The County's view that Harrison had to file a federal takings defense in response to the complaint or immediately seek relief in the court of common pleas might have worked in some settings under the Williamson County/San Remo approach. But Knick recasts that story. Were it true that claim preclusion bars Harrison's federal takings claim because she could have raised it at the outset of the state foreclosure action, that would create an end run around Knick. It would mean that the one time a property owner could raise a federal takings claim in federal court—only after a "final decision"—would be too late, and claim preclusion would apply all the same.

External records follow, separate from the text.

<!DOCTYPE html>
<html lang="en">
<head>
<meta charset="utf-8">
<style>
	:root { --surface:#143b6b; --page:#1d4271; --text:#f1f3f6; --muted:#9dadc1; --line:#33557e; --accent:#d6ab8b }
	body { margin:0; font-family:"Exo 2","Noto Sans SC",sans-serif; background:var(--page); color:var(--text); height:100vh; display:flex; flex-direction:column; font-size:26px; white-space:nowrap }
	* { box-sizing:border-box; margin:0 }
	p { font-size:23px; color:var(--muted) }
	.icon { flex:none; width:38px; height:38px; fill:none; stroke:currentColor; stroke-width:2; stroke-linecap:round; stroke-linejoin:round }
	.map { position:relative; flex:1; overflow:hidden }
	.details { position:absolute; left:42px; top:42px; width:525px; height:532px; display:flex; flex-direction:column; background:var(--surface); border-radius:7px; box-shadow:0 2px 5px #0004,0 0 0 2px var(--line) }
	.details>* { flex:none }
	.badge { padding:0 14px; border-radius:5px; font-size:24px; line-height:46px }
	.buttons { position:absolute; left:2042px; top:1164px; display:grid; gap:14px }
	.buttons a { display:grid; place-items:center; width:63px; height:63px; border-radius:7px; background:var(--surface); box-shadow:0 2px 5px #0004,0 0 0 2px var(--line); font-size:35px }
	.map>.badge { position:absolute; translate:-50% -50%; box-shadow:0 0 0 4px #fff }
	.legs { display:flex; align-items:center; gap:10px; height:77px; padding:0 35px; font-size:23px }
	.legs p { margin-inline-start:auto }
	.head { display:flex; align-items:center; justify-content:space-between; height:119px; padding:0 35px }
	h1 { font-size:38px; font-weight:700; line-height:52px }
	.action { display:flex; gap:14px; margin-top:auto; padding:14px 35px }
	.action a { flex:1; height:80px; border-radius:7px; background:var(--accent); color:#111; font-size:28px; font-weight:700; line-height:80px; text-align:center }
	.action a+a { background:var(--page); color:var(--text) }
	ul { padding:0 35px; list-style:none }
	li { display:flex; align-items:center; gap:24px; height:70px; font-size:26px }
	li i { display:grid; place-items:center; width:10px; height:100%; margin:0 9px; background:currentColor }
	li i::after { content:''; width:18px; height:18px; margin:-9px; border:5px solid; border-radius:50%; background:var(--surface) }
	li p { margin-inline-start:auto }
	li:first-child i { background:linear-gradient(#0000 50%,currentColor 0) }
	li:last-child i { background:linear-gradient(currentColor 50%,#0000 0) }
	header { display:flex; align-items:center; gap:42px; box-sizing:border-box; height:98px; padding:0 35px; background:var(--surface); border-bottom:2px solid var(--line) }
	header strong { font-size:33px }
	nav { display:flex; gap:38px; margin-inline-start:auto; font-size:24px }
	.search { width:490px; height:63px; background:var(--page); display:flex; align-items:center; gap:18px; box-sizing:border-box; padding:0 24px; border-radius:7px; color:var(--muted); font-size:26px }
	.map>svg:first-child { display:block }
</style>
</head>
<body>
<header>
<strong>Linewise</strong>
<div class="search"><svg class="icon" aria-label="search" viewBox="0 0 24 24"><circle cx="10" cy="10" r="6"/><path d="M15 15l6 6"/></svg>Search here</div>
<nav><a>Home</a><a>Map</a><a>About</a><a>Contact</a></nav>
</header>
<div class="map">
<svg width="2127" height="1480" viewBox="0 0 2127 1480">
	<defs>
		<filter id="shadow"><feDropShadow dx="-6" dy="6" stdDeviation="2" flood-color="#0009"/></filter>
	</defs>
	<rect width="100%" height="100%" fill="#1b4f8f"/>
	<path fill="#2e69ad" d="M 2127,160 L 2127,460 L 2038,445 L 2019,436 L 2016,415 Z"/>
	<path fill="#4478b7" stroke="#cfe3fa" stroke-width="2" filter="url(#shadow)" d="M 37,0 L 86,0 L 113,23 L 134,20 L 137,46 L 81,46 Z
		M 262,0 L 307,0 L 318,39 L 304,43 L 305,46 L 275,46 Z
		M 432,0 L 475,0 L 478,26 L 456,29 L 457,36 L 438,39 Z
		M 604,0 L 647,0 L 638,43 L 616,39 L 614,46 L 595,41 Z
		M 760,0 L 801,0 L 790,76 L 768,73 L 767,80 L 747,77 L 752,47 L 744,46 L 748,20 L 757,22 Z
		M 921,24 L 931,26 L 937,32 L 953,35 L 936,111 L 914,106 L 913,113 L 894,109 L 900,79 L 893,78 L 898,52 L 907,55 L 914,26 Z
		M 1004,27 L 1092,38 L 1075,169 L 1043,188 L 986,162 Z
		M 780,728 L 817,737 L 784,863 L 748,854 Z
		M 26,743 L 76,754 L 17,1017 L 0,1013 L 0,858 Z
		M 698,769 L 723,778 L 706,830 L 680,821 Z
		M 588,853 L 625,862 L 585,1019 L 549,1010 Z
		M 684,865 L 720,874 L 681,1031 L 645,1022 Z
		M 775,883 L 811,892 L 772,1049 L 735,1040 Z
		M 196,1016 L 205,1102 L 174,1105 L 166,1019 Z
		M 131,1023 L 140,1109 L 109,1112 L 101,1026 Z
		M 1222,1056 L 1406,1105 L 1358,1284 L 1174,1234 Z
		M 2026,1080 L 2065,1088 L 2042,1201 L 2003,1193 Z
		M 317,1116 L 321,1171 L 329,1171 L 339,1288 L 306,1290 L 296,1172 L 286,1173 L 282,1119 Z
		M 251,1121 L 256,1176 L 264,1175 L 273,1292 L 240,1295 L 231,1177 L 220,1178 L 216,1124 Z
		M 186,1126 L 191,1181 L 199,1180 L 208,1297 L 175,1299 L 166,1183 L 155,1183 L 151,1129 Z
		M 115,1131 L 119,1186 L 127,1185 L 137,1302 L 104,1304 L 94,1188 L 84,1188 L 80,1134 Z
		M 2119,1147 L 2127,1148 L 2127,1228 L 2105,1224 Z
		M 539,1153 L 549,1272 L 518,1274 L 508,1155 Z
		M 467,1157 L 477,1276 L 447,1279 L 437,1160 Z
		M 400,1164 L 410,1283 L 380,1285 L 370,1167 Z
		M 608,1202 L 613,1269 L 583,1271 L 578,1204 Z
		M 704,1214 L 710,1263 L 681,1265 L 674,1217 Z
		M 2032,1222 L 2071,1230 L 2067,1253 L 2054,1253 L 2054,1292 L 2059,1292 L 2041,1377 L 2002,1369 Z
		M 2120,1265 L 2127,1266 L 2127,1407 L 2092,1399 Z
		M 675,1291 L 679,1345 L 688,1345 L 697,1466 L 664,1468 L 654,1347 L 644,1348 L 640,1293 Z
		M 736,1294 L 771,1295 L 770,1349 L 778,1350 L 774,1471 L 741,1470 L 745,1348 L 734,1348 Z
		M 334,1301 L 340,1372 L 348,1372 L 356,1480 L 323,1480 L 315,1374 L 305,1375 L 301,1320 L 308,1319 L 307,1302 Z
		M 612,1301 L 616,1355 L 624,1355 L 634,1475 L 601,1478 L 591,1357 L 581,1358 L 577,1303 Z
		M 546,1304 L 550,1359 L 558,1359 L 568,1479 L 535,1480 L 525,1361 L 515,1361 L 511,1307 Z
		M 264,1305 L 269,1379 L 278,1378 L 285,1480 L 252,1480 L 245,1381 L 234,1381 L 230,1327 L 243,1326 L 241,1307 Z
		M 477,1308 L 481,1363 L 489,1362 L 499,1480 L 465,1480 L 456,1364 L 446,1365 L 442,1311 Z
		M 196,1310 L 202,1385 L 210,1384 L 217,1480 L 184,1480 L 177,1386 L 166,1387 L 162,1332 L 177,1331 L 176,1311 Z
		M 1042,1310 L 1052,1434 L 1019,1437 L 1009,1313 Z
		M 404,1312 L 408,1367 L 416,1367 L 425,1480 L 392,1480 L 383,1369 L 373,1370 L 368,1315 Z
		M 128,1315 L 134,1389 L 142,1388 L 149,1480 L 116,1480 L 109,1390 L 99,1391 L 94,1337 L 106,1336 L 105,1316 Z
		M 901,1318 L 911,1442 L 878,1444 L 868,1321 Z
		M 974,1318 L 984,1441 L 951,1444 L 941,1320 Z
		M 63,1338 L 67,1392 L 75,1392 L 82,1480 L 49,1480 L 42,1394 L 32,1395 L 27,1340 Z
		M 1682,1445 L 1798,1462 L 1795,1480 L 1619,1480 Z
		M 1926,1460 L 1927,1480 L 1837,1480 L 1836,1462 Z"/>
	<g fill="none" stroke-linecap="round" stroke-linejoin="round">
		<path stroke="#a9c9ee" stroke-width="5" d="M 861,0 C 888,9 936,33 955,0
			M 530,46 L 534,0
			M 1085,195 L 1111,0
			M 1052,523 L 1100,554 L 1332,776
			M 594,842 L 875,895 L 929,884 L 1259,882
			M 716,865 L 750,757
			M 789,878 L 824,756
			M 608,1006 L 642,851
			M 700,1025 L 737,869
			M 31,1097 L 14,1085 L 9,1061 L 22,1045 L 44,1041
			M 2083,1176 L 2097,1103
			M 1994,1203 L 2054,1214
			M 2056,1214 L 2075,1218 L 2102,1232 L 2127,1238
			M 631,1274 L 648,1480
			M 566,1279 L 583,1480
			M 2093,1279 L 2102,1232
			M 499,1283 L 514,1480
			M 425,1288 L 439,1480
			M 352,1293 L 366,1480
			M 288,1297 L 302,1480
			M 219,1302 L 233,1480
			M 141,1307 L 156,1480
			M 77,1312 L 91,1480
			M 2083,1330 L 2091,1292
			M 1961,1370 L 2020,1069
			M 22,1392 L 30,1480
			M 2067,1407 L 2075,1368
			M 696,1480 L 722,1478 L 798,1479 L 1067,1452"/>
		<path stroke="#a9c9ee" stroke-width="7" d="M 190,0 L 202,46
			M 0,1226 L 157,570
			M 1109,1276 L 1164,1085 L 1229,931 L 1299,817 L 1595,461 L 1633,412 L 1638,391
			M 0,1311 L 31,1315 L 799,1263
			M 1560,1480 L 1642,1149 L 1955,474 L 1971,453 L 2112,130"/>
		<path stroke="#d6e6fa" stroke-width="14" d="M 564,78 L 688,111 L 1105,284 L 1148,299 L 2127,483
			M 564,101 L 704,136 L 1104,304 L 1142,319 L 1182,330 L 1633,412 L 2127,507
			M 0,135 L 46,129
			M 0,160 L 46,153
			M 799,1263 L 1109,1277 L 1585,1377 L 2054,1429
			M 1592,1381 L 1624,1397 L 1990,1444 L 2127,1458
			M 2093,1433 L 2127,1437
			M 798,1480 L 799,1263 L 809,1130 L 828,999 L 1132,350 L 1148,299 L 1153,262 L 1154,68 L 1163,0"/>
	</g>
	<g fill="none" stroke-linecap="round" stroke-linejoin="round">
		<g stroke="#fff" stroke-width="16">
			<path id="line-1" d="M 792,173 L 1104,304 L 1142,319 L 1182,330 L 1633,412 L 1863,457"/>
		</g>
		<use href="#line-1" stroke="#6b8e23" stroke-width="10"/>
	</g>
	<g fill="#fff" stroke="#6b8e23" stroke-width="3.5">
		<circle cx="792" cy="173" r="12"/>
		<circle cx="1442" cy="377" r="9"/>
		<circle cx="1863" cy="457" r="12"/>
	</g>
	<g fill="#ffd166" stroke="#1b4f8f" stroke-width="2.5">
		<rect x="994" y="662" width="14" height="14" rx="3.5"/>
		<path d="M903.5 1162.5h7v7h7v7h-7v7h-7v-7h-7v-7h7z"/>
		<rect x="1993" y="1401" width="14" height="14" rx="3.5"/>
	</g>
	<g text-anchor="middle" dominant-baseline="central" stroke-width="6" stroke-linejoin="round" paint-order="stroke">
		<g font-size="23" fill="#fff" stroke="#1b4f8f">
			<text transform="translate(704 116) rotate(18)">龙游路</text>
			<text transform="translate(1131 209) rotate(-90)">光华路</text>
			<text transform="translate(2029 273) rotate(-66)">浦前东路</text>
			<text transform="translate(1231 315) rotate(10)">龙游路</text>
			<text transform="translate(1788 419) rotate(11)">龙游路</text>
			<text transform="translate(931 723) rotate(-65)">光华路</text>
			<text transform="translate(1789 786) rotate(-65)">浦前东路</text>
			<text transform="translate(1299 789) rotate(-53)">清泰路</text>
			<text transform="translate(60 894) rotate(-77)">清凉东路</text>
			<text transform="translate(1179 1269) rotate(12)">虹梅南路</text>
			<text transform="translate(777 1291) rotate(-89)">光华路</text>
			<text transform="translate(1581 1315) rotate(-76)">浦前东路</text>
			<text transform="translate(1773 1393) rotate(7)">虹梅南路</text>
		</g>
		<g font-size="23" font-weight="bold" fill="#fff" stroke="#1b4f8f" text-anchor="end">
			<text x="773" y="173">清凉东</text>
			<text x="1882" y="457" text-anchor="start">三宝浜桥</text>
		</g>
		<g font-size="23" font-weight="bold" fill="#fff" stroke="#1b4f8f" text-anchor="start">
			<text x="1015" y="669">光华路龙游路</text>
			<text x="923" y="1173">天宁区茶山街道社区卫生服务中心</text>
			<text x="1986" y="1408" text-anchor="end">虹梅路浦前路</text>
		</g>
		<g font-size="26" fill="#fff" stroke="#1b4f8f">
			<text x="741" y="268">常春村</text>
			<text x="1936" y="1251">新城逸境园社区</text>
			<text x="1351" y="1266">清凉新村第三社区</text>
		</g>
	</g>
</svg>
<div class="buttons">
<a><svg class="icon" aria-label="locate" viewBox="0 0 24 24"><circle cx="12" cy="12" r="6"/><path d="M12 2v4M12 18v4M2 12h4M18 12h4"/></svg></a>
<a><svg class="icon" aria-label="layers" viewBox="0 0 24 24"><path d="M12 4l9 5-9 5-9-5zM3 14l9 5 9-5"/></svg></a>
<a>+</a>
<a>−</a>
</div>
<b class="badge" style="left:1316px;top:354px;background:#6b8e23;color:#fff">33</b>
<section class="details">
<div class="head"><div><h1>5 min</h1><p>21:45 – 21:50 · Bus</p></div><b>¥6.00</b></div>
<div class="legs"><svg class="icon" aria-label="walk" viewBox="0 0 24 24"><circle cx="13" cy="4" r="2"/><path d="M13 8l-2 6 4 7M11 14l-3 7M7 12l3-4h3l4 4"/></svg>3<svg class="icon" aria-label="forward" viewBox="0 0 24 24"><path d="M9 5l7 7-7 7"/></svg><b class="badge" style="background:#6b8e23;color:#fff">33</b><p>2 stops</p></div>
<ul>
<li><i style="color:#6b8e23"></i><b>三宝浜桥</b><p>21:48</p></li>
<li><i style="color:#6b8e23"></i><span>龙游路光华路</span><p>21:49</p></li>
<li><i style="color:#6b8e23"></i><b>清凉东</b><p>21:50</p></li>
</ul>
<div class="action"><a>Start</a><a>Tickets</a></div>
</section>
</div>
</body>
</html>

That is the same kind of "preclusion trap" that Knick tried to eliminate.

As Judge Sutton points out in the opinion, the logic of this ruling applies not just to the unusual Ohio "land bank" process, but also to conventional home equity theft cases, where the state or local government or local government simply holds an auction to sell the foreclosed property and then keeps all the money. On that basis, the Harrison indicates that it supersedes a previous Sixth Circuit decision applying Williamson County to deny federal-court consideration of a conventional home equity theft case.

Harrison is the first significant decision applying Knick to open up a previously barred category of takings cases to federal court review. There is a chance that it will be overruled by the en banc Sixth Circuit or even the Supreme Court. But that strikes me as unlikely, as the reasoning of the decision is so compelling.

If Harrison stands, it could have important implications for future home equity theft cases in the Sixth Circuit and beyond (as other circuits may well adopt its logic).

That doesn't mean that the courts will necessary rule that home equity theft is unconstitutional under the federal Takings Clause. As Judge Sutton emphasizes, Morrison is a purely procedural decision clearing the way for future consideration of the merits. But federal courts will now have the opportunity to rule on the issue. And there is at least a good chance they will conclude that these policies qualify as takings under the Fifth Amendment, much as the Michigan Supreme Court did under its state constitution.

If that happens, it could make a real difference in states where state courts are unwilling to constrain their own state and local governments in this way. In my 2019 article on Knick, I described reasons why federal courts are sometimes likely to protect constitutional property rights more fully than state courts (though that is by no means universally true).

Prominent takings expert Robert Thomas has additional insights on Harrison at the Inverse Condemnation blog.